Esse espantoso episódio serve para demonstrar, como se ainda houvesse alguma dúvida, o caráter absolutamente daninho do trumpismo e, por tabela, do bolsonarismo. Para esses movimentos, os interesses dos EUA e do Brasil são confundidos com os interesses particulares de Trump e de Bolsonaro. Não se trata de “América em primeiro lugar” nem de “Brasil acima de tudo”, e sim dos caprichos e das ambições pessoais desses irresponsáveis.

Diante disso, é absolutamente deplorável que ainda haja no Brasil quem defenda Trump, como recentemente fez o governador de São Paulo, Tarcísio de Freitas, que vestiu o boné do movimento de Trump, o Maga (Make America Great Again), e cumprimentou o presidente americano depois que este fez suas primeiras ameaças ao Brasil por causa do julgamento de Bolsonaro.

Vestir o boné de Trump, hoje, significa alinhar-se a um troglodita que pode causar imensos danos à economia brasileira. Caso Trump leve adiante sua ameaça, Tarcísio e outros políticos embevecidos com o presidente americano terão dificuldade para se explicar com os setores produtivos afetados.

Eis aí o mal que faz ao Brasil um irresponsável como Bolsonaro, com a ajuda de todos os que lhe dão sustentação política com vista a herdar seu patrimônio eleitoral.

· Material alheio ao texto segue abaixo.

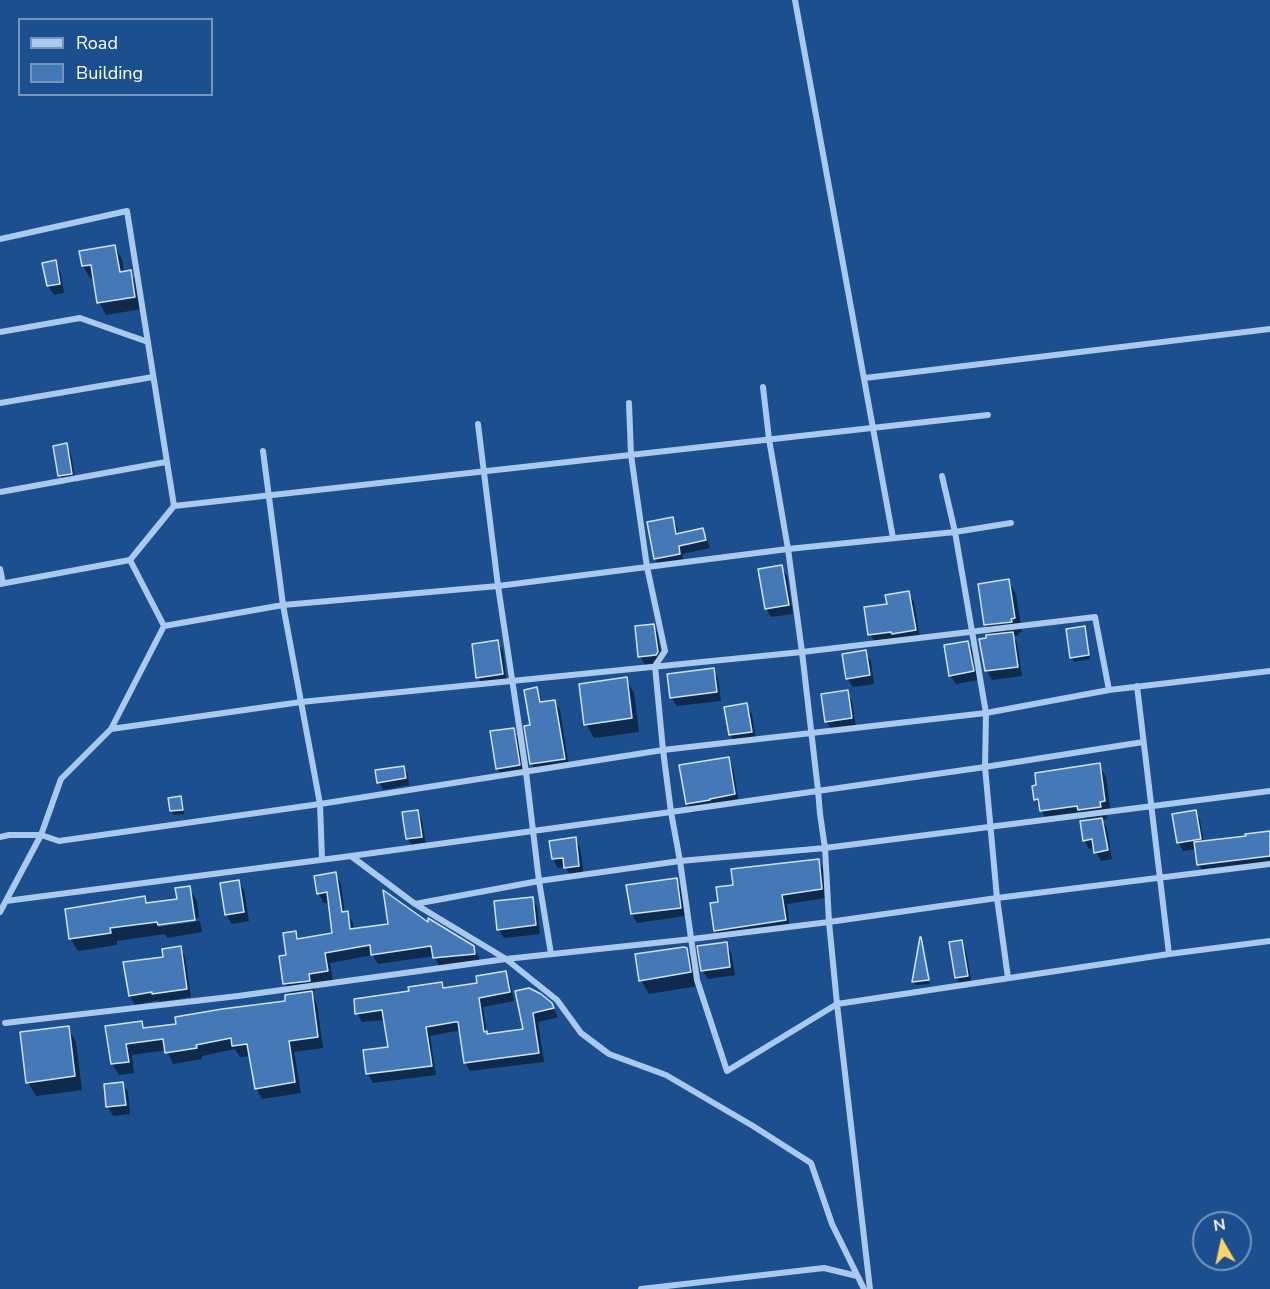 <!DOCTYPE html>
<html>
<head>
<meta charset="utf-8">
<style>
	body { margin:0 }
	#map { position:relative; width:1270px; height:1289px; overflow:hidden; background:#1b4f8f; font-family:"Nunito Sans",sans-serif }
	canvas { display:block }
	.legend { position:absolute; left:18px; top:18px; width:195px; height:78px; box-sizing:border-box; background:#1b4f8f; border:2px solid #7695bc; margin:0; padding:8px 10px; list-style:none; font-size:18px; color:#fff }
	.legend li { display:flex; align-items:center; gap:12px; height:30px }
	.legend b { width:30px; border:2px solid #7695bc }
	.north { position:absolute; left:1192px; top:1211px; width:60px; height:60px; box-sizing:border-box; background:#1b4f8f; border:2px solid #7695bc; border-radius:50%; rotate:351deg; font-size:16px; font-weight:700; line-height:24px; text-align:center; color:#fff }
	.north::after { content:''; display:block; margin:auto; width:21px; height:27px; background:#ffd166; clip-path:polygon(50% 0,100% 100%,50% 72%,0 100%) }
</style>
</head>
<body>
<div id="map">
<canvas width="1270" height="1289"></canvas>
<ul class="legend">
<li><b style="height:8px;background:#a9c9ee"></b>Road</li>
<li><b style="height:16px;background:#4478b7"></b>Building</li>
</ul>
<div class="north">N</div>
</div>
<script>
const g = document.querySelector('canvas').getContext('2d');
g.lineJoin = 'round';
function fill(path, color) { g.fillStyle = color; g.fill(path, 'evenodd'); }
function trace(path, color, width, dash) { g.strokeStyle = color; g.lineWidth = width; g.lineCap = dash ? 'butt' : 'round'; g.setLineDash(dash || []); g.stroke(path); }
const shadow = new Path2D(`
	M 115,247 L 122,259 L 124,273 L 130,272 L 138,285 L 142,309 L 106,315 L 99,302 L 94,278 L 90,278 L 83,266 Z
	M 55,262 L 60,271 L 64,293 L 54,295 L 48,286 Z
	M 66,445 L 71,454 L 76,482 L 65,484 L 60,475 Z
	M 672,519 L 677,527 L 679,535 L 703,530 L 707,538 L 710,548 L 682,554 L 684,562 L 660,567 L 655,559 Z
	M 781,567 L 787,576 L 793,614 L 771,617 L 766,608 Z
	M 1008,580 L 1016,594 L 1022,632 L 1018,633 L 1019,635 L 1013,636 L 1017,643 L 1022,676 L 992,680 L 987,671 L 980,640 L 992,636 L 985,624 Z
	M 909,593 L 914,602 L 920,639 L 875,643 L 870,634 L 889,605 Z
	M 653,625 L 658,634 L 662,662 L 661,664 L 645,665 L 640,657 Z
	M 1084,628 L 1086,632 L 1090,659 L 1074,662 L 1072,658 Z
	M 497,642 L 503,651 L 507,683 L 483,686 L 478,677 Z
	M 967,642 L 973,651 L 978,680 L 956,684 L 950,675 Z
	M 865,652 L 871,661 L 874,684 L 853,687 L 847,678 Z
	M 713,669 L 718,678 L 721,701 L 677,706 L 671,697 Z
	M 626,679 L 634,693 L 639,732 L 594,738 L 586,724 Z
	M 537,689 L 541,697 L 542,703 L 555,701 L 560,710 L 569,767 L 536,772 L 531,763 L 532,726 Z
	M 847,692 L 852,701 L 856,727 L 832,731 L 827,722 Z
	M 746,705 L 752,714 L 756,740 L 735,744 L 730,735 Z
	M 513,729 L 518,738 L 524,774 L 502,777 L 497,768 Z
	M 728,759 L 733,768 L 739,803 L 692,813 L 687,804 Z
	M 1099,765 L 1106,777 L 1111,813 L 1106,814 L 1107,819 L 1102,820 L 1107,828 L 1112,859 L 1101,861 L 1096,852 L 1095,848 L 1089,849 L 1084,840 L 1086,821 L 1084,818 L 1048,822 L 1035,799 Z
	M 404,767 L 408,775 L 409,785 L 383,790 L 379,782 Z
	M 180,798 L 183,802 L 184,814 L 174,815 L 171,811 L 170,799 Z
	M 417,811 L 422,820 L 426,845 L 413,847 L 407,838 Z
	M 1195,811 L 1200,820 L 1204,843 L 1270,832 L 1270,866 L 1204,873 L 1198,864 L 1196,849 L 1183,851 L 1178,842 Z
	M 575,839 L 580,848 L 584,875 L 571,876 L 565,867 L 558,868 L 553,859 Z
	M 818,861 L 824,870 L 826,898 L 787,904 L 790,929 L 720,939 L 715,931 L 720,903 L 734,886 Z
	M 335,874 L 341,884 L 345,913 L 347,913 L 353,923 L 354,930 L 430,925 L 473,947 L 479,957 L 480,964 L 440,968 L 434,956 L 378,964 L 373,955 L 330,963 L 333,981 L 314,984 L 315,991 L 310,991 L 317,1004 L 323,1048 L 294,1052 L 301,1093 L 262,1099 L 256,1088 L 251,1056 L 240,1057 L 235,1049 L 202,1056 L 202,1059 L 173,1064 L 167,1050 L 132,1055 L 134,1073 L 119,1075 L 112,1064 L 107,1028 L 141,1022 L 145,1029 L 177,1025 L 287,1002 L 291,995 L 285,984 L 281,957 L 288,956 L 296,933 L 300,940 L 334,935 L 330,902 L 324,903 L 318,893 Z
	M 676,880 L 681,889 L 685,916 L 637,923 L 632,914 Z
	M 238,881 L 244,890 L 249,921 L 232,924 L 226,915 Z
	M 189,888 L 197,901 L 199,918 L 158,924 L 158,927 L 200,921 L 202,932 L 167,938 L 165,934 L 117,941 L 117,945 L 78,951 L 70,938 L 145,898 L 148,904 L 179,900 Z
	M 532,898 L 537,907 L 540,934 L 504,938 L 498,929 Z
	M 921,939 L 930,984 L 916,985 L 913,982 Z
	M 961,942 L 966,951 L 972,985 L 961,986 L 956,978 Z
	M 726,944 L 731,952 L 735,975 L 708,979 L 702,970 Z
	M 180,948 L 185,957 L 191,997 L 159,1002 L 158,1000 L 135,1005 L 130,996 L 164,958 Z
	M 686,949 L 694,963 L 698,986 L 649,994 L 641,980 Z
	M 505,973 L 510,982 L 514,1001 L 483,1007 L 487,1035 L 524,1030 L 516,992 L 551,1004 L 558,1017 L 538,1022 L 544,1062 L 470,1071 L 465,1062 L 461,1030 L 430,1036 L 436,1075 L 373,1083 L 368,1074 L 365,1051 L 390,1048 L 385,1020 L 362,1022 L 357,1013 L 410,992 L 441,983 L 445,990 L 479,984 Z
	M 68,1028 L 76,1042 L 82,1090 L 36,1096 L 28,1082 Z
	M 122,1083 L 128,1092 L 130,1114 L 113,1116 L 108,1107 L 105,1085 Z`);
const building = new Path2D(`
	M 115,245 L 120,272 L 131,270 L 135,297 L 97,303 L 91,265 L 82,266 L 79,251 Z
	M 56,260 L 60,284 L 47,286 L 42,263 Z
	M 67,443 L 72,474 L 58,476 L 53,446 Z
	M 673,517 L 676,534 L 703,528 L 706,540 L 679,546 L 680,554 L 654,559 L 647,522 Z
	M 782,565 L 789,605 L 765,609 L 758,569 Z
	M 1009,579 L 1015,618 L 1011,619 L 1012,622 L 984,625 L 978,584 Z
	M 909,591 L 916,630 L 892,634 L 891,632 L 868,635 L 864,607 L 887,604 L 885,595 Z
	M 654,624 L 658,652 L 656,655 L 638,657 L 635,626 Z
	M 1085,626 L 1089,655 L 1070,658 L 1066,629 Z
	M 1013,632 L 1018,667 L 985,671 L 979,639 L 986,638 L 986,635 Z
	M 498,640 L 503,674 L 476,678 L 472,644 Z
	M 968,641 L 974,671 L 949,676 L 944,645 Z
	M 866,650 L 870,675 L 846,679 L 842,654 Z
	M 714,668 L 717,692 L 670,698 L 667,674 Z
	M 627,677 L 632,718 L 584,725 L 579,684 Z
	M 537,687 L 540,702 L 555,700 L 565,759 L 530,764 L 524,726 L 530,725 L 524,690 Z
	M 848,690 L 852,718 L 825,722 L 821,694 Z
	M 747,703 L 752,732 L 729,735 L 724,707 Z
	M 514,728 L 520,765 L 496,769 L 490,731 Z
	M 729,757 L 735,794 L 710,799 L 710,800 L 686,804 L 679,765 Z
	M 1100,763 L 1105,801 L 1100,802 L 1101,807 L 1078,810 L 1077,806 L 1040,811 L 1038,799 L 1034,800 L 1032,786 L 1036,785 L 1035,773 Z
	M 404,766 L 406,778 L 377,783 L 375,770 Z
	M 181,796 L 183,810 L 170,811 L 168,798 Z
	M 418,810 L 422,837 L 406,839 L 402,812 Z
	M 1196,810 L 1201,839 L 1177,843 L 1172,814 Z
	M 1102,818 L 1108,850 L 1094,853 L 1092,839 L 1083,841 L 1080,821 Z
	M 1270,831 L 1270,856 L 1197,865 L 1194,842 L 1246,836 L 1245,834 Z
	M 576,837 L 579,866 L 564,868 L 563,858 L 552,859 L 549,841 Z
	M 819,859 L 822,889 L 782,895 L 786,920 L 714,931 L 710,903 L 718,902 L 716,887 L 733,885 L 731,869 Z
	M 336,872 L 342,912 L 348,911 L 350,929 L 388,924 L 383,890 L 428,922 L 428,918 L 474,946 L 475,954 L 433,958 L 431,946 L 371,955 L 370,945 L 325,953 L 328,971 L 309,974 L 310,981 L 283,984 L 279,956 L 286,955 L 283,933 L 296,931 L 297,939 L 332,933 L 327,892 L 317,894 L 314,876 Z
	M 677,878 L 681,908 L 631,914 L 626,885 Z
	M 239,880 L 244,912 L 225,915 L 220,883 Z
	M 190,886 L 195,920 L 158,925 L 157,922 L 110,928 L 111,933 L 69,939 L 65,909 L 145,896 L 146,903 L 177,899 L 175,888 Z
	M 533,897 L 536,925 L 497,930 L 494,901 Z
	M 920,937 L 921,937 L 929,980 L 912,982 Z
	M 962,940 L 968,976 L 955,978 L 949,942 Z
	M 727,942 L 730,967 L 701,971 L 697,946 Z
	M 181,946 L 187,989 L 152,994 L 152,992 L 129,996 L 123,962 L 163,957 L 162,949 Z
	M 684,947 L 687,948 L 691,972 L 639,981 L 635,954 Z
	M 506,971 L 510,992 L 479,998 L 484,1032 L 487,1031 L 487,1034 L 523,1029 L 515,991 L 529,988 L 541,994 L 552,1003 L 554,1008 L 533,1013 L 539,1053 L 464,1063 L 458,1022 L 455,1022 L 426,1027 L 432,1066 L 366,1074 L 363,1050 L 388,1047 L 382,1010 L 355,1014 L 354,999 L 409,991 L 408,987 L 442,982 L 443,988 L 477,983 L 476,976 Z
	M 312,991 L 318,1037 L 289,1041 L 295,1082 L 255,1089 L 247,1044 L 232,1046 L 231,1038 L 196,1045 L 197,1048 L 165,1053 L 163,1039 L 126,1044 L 129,1062 L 111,1064 L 105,1026 L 142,1021 L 143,1028 L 176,1024 L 175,1017 L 222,1009 L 285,1001 L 285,995 Z
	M 69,1026 L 75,1076 L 26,1083 L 20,1032 Z
	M 123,1082 L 126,1105 L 106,1107 L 104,1084 Z`);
const street = new Path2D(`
	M 795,0 L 893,538
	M 0,239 L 127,211 L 174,506
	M 0,332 L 80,318 L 148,342
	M 865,378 L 1270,329
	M 763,387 L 769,439 L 788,549 L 802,652 L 818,790 L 820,814 L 825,848 L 829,922 L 837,1004 L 870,1289
	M 0,403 L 153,377
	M 629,403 L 631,455 L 647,567 L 665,651 L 655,666 L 663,750 L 671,812 L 680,861 L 697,980 L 727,1071 L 837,1004 L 1169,954 L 1270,941
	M 478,424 L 498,586 L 526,772 L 539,881 L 551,954
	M 263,451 L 283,605 L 320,804 L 322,859
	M 942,476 L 955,532 L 986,713 L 985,767 L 997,898 L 1008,978
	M 0,492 L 166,462
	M 0,569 L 3,583
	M 0,584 L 130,560 L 174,506 L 988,415
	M 164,626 L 283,605 L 498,586 L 788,549 L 955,532 L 1011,523
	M 1137,686 L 1169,954
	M 111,729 L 301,702 L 802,652 L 1095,617 L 1109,690
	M 0,837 L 9,835 L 41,835 L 59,841 L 320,804 L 663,750 L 986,713 L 1109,690 L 1270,671
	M 351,856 L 415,904 L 506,959 L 557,1000 L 581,1033 L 609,1054 L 666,1075 L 753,1126 L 811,1163 L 832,1224 L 864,1289
	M 6,901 L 351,856 L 671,812 L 985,767 L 1143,742
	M 415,904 L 539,881 L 680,861 L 825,848 L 1270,791
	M 0,912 L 41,835 L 61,779 L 111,729 L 164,626 L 130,560
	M 5,1023 L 238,996 L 506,959 L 692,939 L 829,922 L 997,898 L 1270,864
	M 641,1289 L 824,1268 L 857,1276`);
fill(shadow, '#0007');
fill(building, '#4478b7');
trace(building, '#cfe3fa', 1.5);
trace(street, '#a9c9ee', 6);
</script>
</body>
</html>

Pode até ser que Trump não leve adiante suas ameaças, como tem feito com outros países, e que tudo não passe de encenação, como lhe é característico, mas o caso serve para confirmar a natureza destrutiva desses dejetos da democracia.

Que o Brasil não se vergue diante dos arreganhos de Trump, de Bolsonaro e de seus associados liberticidas. E que aqueles que são verdadeiramente brasileiros, seja qual for o partido em que militam, não se permitam ser sabujos de um presidente americano que envergonha os ideais da democracia."